Records to process:
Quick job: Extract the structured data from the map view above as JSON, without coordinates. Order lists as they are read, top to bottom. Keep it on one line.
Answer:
...
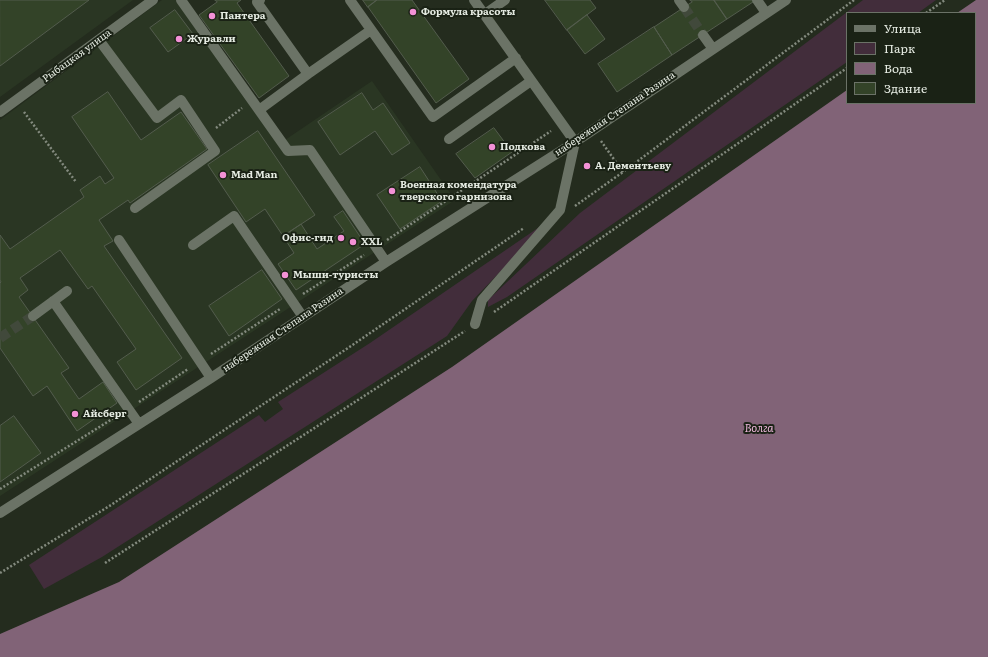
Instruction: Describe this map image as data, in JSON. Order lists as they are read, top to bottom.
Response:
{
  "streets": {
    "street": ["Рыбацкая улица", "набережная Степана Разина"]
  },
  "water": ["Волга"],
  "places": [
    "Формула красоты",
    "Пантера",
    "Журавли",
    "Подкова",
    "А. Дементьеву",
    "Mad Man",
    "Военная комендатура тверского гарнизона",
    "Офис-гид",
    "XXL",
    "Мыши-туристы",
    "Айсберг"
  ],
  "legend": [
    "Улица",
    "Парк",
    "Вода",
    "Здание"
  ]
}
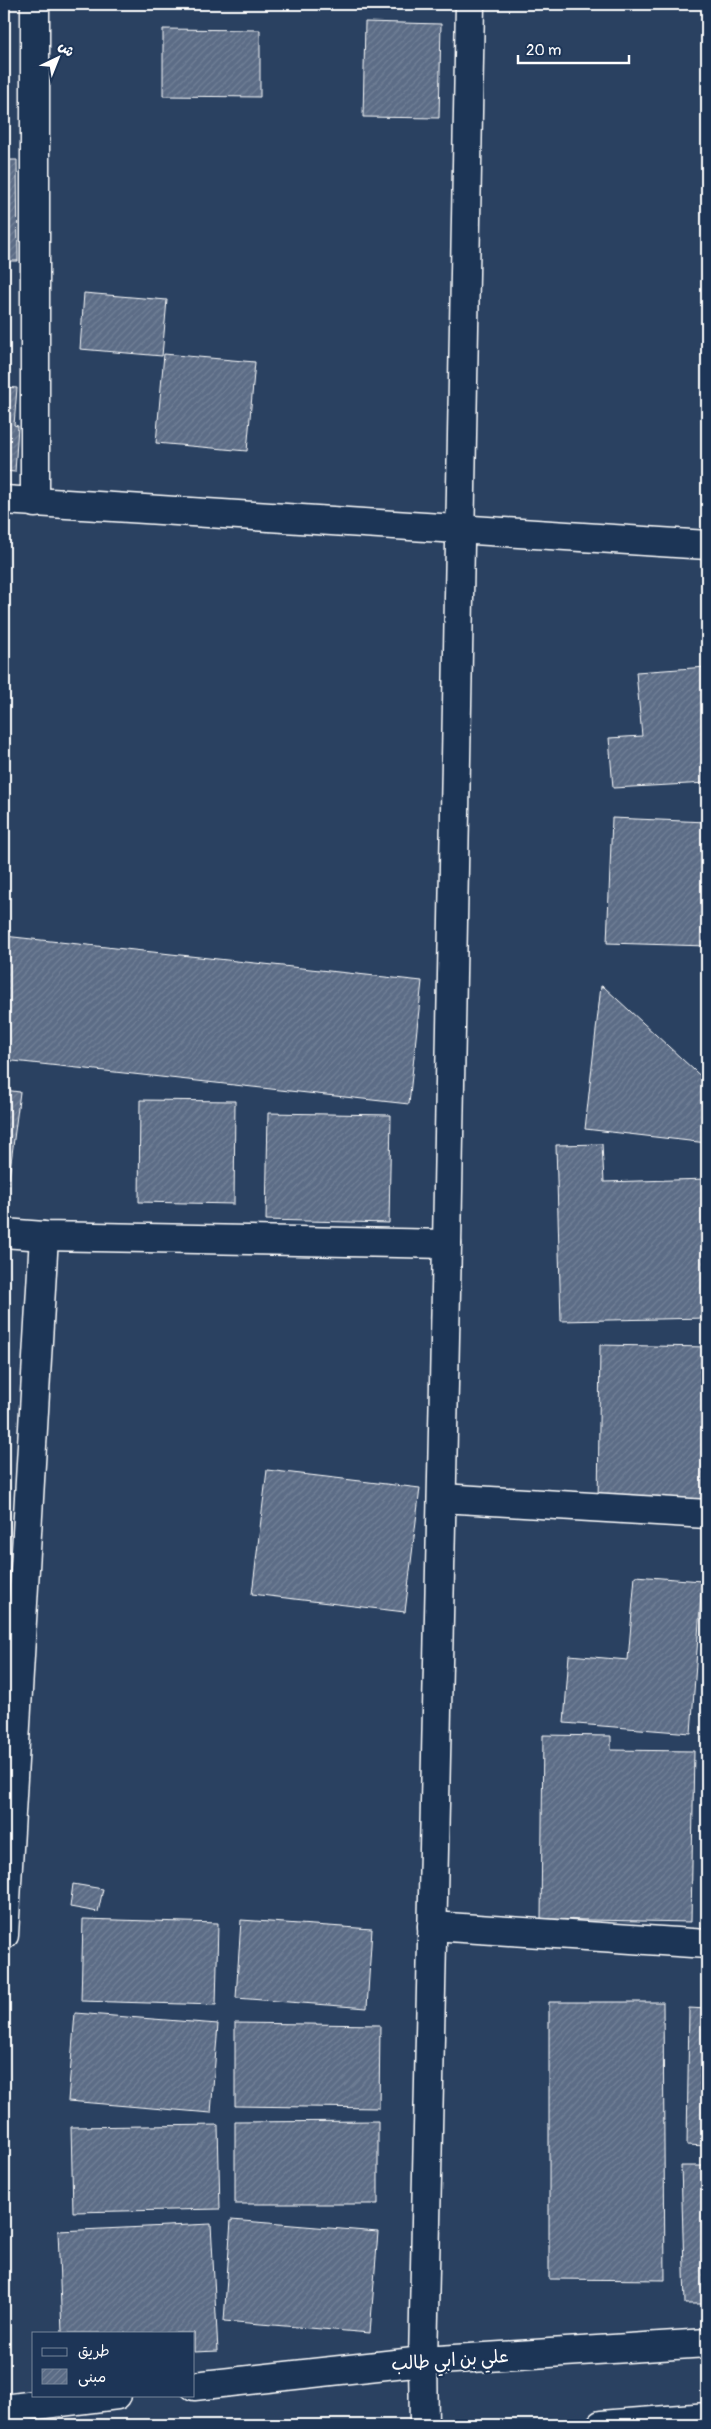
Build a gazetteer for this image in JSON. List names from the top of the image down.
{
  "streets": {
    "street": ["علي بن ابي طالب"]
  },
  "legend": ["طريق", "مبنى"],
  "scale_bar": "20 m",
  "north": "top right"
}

Problem: Each line above that contains the string "data" should be copied.

Answer space:
Quick job: Extract the structured data from the map view above as JSON, without coordinates. Order lists as they are read, top to bottom. Keep it on one line.
Instruction: Describe this map image as data, in JSON. Order lists as they are read, top to bottom.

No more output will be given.